What needs to be done: In the material below, find each line with the word "function" and list it.

Supplied entries:
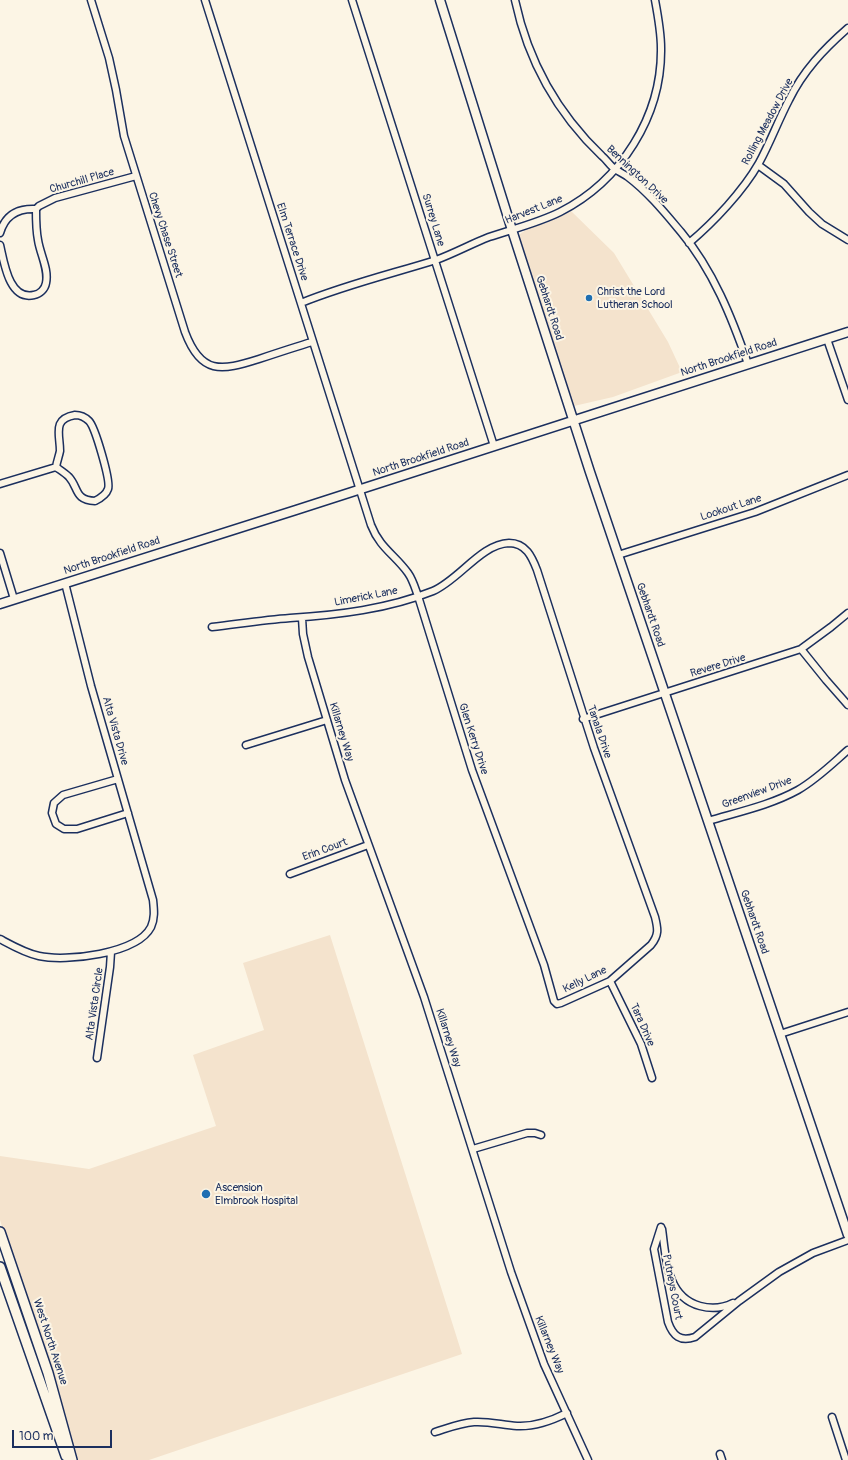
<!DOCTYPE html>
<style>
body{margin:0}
#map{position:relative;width:848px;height:1460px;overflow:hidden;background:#fcf5e5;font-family:Pangolin,sans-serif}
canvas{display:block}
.scale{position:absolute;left:12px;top:1430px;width:100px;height:18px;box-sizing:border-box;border:2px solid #1b2f5e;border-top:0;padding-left:5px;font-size:12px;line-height:14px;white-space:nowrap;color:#1b2f5e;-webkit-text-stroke:3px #fcf5e5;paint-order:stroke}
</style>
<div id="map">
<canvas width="848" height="1460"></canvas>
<div class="scale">100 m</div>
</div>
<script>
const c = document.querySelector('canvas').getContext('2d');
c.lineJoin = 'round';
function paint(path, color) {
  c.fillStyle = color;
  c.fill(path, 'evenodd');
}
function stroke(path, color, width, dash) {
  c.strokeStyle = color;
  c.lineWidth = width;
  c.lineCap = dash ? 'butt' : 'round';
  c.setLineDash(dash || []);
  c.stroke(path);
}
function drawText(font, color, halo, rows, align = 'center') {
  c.font = font + ' Pangolin,sans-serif';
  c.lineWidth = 4;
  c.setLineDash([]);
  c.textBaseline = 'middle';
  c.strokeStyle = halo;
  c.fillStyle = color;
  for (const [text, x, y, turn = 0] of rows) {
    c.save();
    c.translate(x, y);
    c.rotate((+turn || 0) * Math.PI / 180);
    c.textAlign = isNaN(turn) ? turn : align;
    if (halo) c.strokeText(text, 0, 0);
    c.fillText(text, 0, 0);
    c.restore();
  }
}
const built = new Path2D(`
 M 571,211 L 614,253 L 668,342 L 682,372 L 613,397 L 574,406 L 555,354 L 518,240 L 520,234 L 529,228 L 546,223 Z
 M 330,935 L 462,1354 L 149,1460 L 74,1460 L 0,1220 L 0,1156 L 89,1169 L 216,1126 L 193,1055 L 264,1030 L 243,963 Z`);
const minor = new Path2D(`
 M 91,0 L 109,58 L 116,90 L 124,136 L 185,332 C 201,375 221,371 259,359 C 277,353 295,347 312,342
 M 205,0 L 371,525 C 380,548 394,554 408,573 C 413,580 415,588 418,596 L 472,770 L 544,965 L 554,1001 L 557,1004 L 561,1003 L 610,981 L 651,945 C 659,935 658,929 655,917 L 594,748 L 537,570 C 532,557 526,543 509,543 C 481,544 459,580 433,591 C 388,609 338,615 290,618 C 264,620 238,624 212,627
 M 352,0 L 494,446
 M 515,0 C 528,61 557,113 602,156 C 607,160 610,166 615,169 C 619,172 624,174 628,177 C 648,192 665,213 681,232 C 713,270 732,318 748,364
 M 758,165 L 784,184 L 809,212 L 822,224 L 848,240
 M 36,209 L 39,206 L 55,198 L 136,176
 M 0,233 C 5,215 18,208 36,209 C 36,220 36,230 38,240 C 40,254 49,269 46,283 C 45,289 40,294 34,295 C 9,301 4,262 0,245
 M 689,243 C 714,222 743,191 759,163 C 770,143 778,121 789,100 C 803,71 824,49 848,28
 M 301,303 C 345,285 391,274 436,260 C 455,253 471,244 489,237 C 513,229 538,223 560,212 C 621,181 662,116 661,48 C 661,32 658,16 655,0
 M 827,339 L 848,400
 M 75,415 C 81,415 85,417 89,421 C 95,427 111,481 108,489 C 106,495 101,498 95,501 C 74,500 79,488 69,477 C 65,473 60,470 56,467 C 57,461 59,456 60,451 C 60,434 52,419 75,415 Z
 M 0,484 L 56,467
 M 0,553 L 14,599
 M 618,555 L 755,512 L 848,475
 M 302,618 L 303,634 L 308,657 L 345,780 L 424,997 L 511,1272 L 544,1364 L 588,1460
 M 801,649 L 826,680 L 848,705
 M 583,719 L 801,649 L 831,627 L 848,613
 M 246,745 L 327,720
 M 118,779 L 63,795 L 54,803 L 52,813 L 56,824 L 64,829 L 77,829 L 128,813
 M 708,821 C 738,812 771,805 798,790 C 817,779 832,764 848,750
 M 290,874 L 368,845
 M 0,939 C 13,946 25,953 39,956 C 66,962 137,954 151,927 C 155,918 154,910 153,900 L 91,686 L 65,583
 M 610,981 L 641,1044 L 652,1078
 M 780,1034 L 848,1012
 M 97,1058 L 110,967 L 111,952
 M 473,1149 L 527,1133 L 535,1133 L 541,1135
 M 661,1227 L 654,1249 L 668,1322 C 673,1336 680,1342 695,1337 L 739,1301 L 779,1272 L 813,1253 L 848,1240
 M 662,1229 C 666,1257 666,1297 700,1306 C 711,1309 723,1308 733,1303
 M 832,1417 L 846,1460
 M 435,1432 C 448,1428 460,1423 474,1422 C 489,1421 502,1425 517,1426 C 535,1427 551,1421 567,1413
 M 720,1454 L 722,1460`);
const tertiary = new Path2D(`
 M 440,0 L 512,230 L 590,472 L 848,1235
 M 0,604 L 296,510 L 848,332`);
const secondary = new Path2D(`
 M 0,1232 L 48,1373 L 72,1460
 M 0,1267 L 66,1456`);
const markers = [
 [589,298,4,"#1f6fb2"],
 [206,1194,5,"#1f6fb2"]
];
const streetNames = [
 ["Rolling Meadow Drive",768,122,-62],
 ["Bennington Drive",637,175,43],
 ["Churchill Place",82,181,-16],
 ["Harvest Lane",534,210,-22],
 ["Surrey Lane",433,220,73],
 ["Chevy Chase Street",165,235,72],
 ["Elm Terrace Drive",292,242,72],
 ["Gebhardt Road",549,308,72],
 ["North Brookfield Road",729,358,-18],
 ["North Brookfield Road",421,458,-18],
 ["Lookout Lane",731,508,-18],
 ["North Brookfield Road",112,556,-18],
 ["Limerick Lane",366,597,-11],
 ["Gebhardt Road",650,615,71],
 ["Revere Drive",718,666,-17],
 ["Alta Vista Drive",115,731,74],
 ["Killarney Way",341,732,73],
 ["Tanala Drive",599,732,71],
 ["Glen Kerry Drive",473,739,72],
 ["Greenview Drive",757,793,-20],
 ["Erin Court",325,850,-20],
 ["Gebhardt Road",754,922,71],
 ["Kelly Lane",585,980,-26],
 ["Alta Vista Circle",95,1004,-82],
 ["Tara Drive",642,1025,66],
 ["Killarney Way",448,1038,72],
 ["Putneys Court",672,1287,79],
 ["West North Avenue",50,1342,72],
 ["Killarney Way",549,1345,68]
];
const poiNames = [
 ["Christ the Lord",597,292],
 ["Lutheran School",597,305],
 ["Ascension",215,1188],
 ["Elmbrook Hospital",215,1201]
];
paint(built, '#f4e3cd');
stroke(minor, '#1b2f5e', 9);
stroke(tertiary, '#1b2f5e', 11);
stroke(secondary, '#1b2f5e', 12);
stroke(minor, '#fcf5e5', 6);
stroke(tertiary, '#fcf5e5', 8);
stroke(secondary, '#fcf5e5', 9);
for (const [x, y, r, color] of markers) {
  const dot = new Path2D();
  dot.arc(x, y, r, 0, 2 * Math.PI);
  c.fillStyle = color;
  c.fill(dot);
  stroke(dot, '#fcf5e5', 1.5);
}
drawText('11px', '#1b2f5e', '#fcf5e5', streetNames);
drawText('11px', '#1b2f5e', '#fcf5e5', poiNames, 'left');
</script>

Output of the exercise:
function paint(path, color) {
function stroke(path, color, width, dash) {
function drawText(font, color, halo, rows, align = 'center') {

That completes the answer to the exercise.